Required work: Exclude the pictures and reproduce the remaining data exactly as written.

┌─ Information supplied

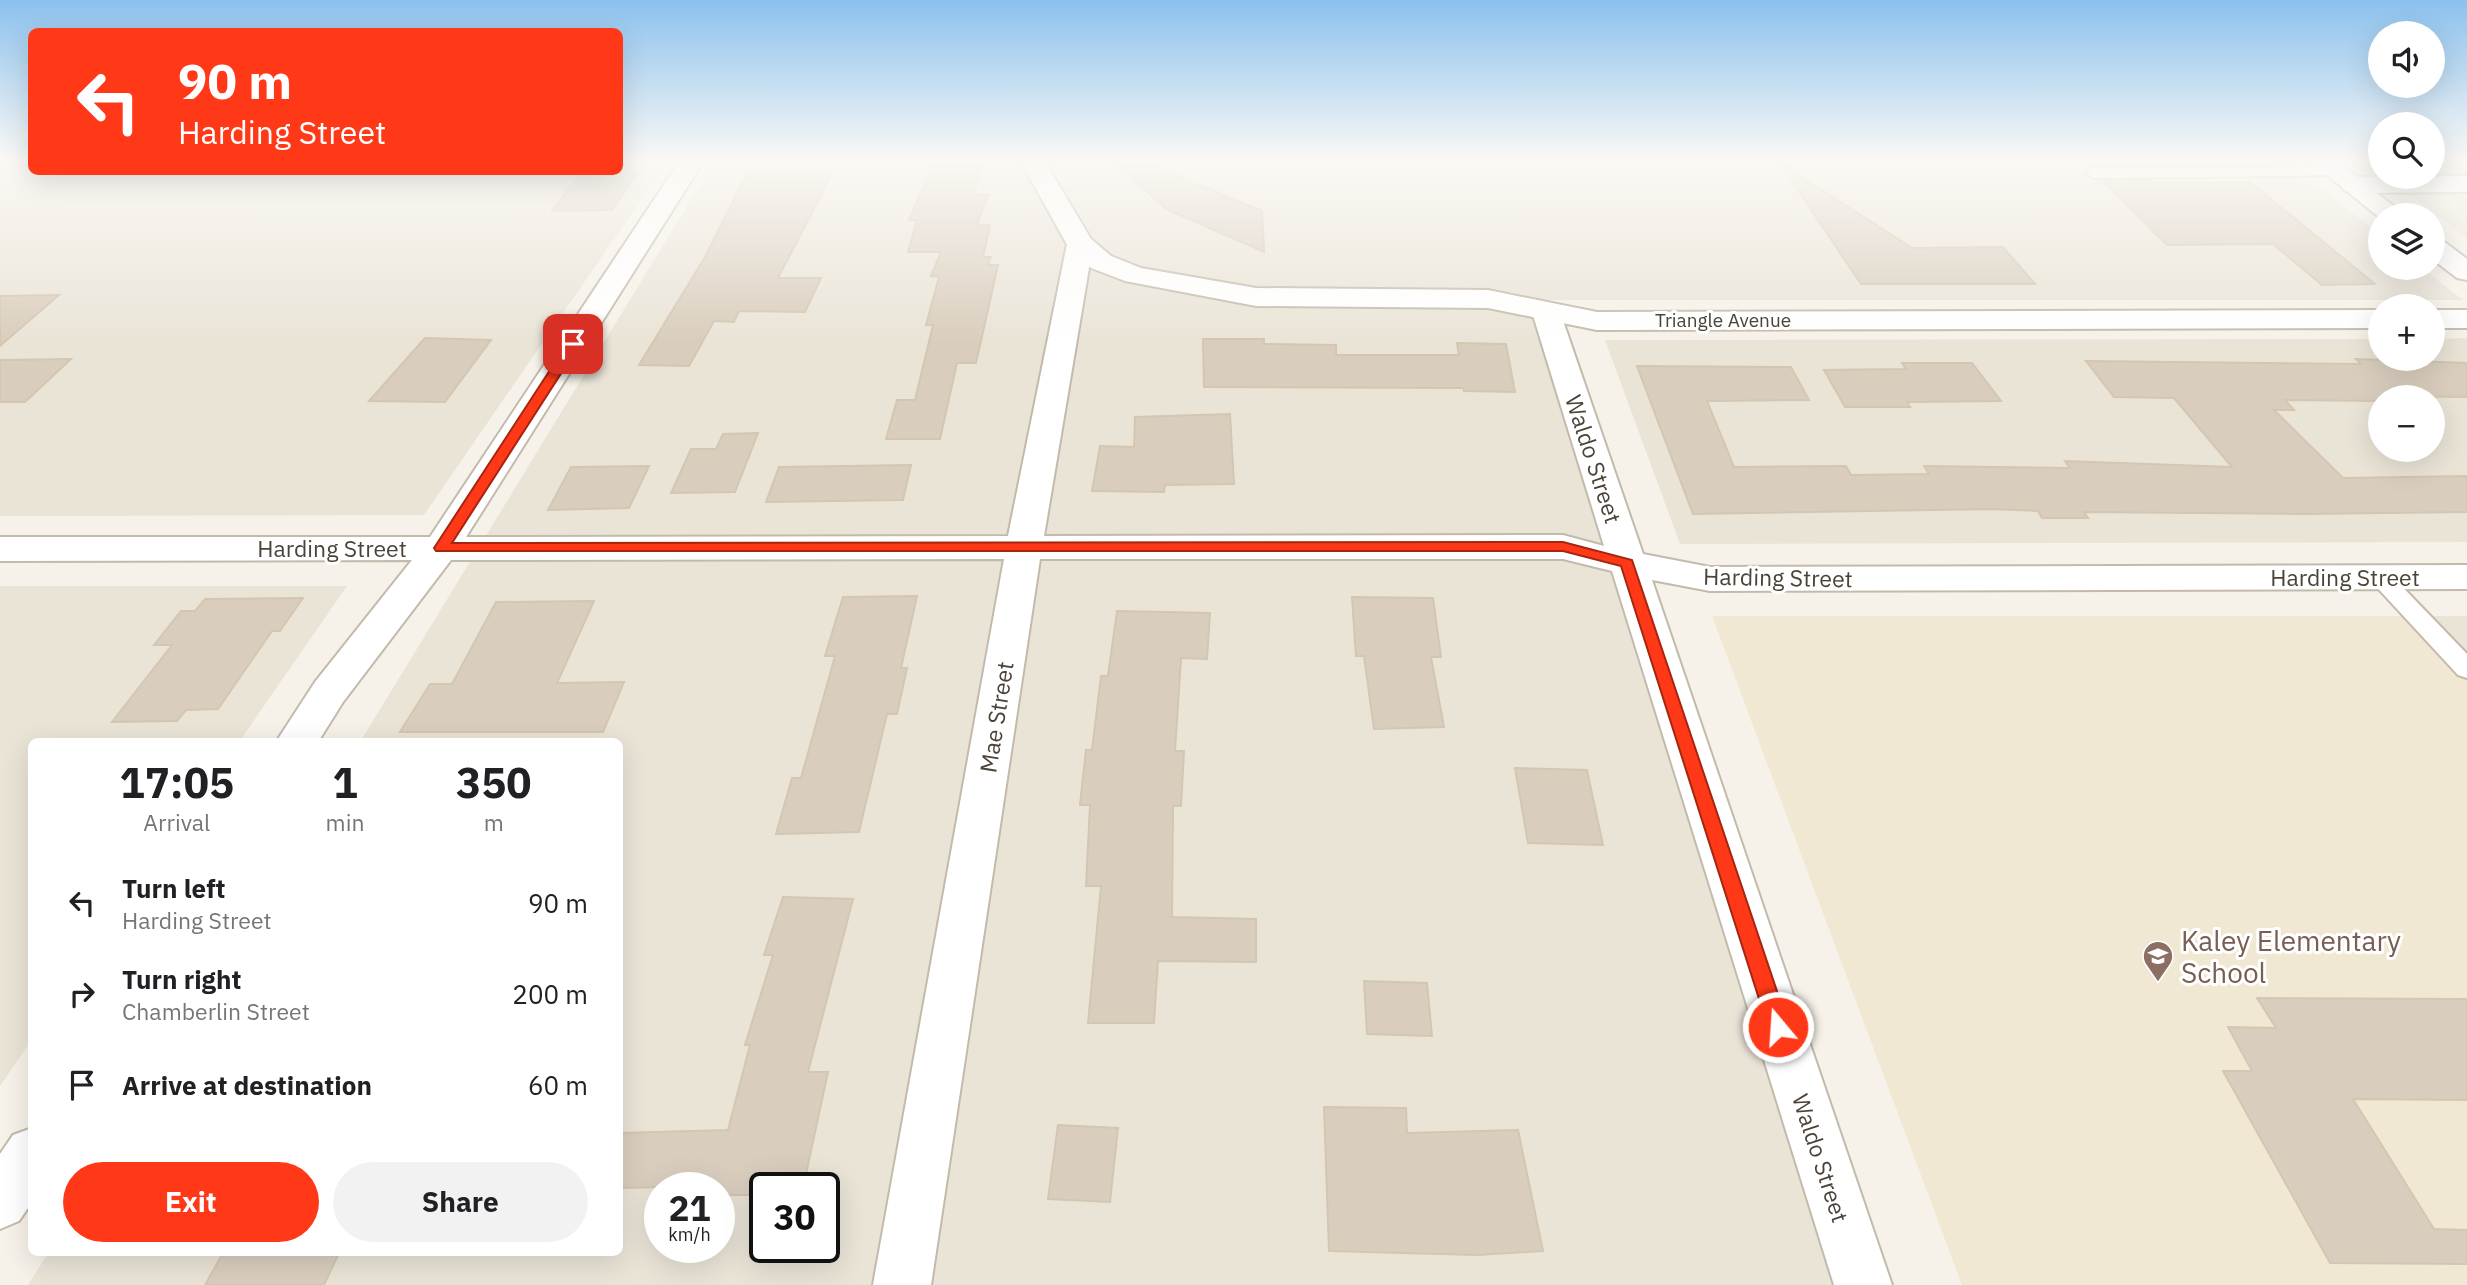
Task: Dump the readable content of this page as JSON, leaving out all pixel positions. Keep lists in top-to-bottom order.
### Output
{
  "streets": {
    "street": [
      "Triangle Avenue",
      "Waldo Street",
      "Harding Street",
      "Mae Street"
    ]
  },
  "crossings": [
    ["Triangle Avenue", "Waldo Street"],
    ["Triangle Avenue", "Mae Street"],
    ["Waldo Street", "Harding Street"],
    ["Harding Street", "Mae Street"]
  ],
  "places": {
    "school or university": ["Kaley Elementary School"]
  },
  "page": {
    "map_buttons": ["+", "−"],
    "turn": ["90 m", "Harding Street"],
    "eta": [
      "17:05",
      "Arrival",
      "1",
      "min",
      "350",
      "m"
    ],
    "list": [
      {
        "name": "Turn left",
        "note": "Harding Street",
        "value": "90 m"
      },
      {
        "name": "Turn right",
        "note": "Chamberlin Street",
        "value": "200 m"
      },
      {
        "name": "Arrive at destination",
        "value": "60 m"
      }
    ],
    "buttons": ["Exit", "Share"],
    "speed": "21 km/h",
    "limit": "30"
  }
}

└─

Task solution:
Task: Dump the readable content of this page as JSON, leaving out all pixel positions. Keep lists in top-to-bottom order.
### Output
{
  "streets": {
    "street": [
      "Triangle Avenue",
      "Waldo Street",
      "Harding Street",
      "Mae Street"
    ]
  },
  "crossings": [
    ["Triangle Avenue", "Waldo Street"],
    ["Triangle Avenue", "Mae Street"],
    ["Waldo Street", "Harding Street"],
    ["Harding Street", "Mae Street"]
  ],
  "places": {
    "school or university": ["Kaley Elementary School"]
  },
  "page": {
    "map_buttons": ["+", "−"],
    "turn": ["90 m", "Harding Street"],
    "eta": [
      "17:05",
      "Arrival",
      "1",
      "min",
      "350",
      "m"
    ],
    "list": [
      {
        "name": "Turn left",
        "note": "Harding Street",
        "value": "90 m"
      },
      {
        "name": "Turn right",
        "note": "Chamberlin Street",
        "value": "200 m"
      },
      {
        "name": "Arrive at destination",
        "value": "60 m"
      }
    ],
    "buttons": ["Exit", "Share"],
    "speed": "21 km/h",
    "limit": "30"
  }
}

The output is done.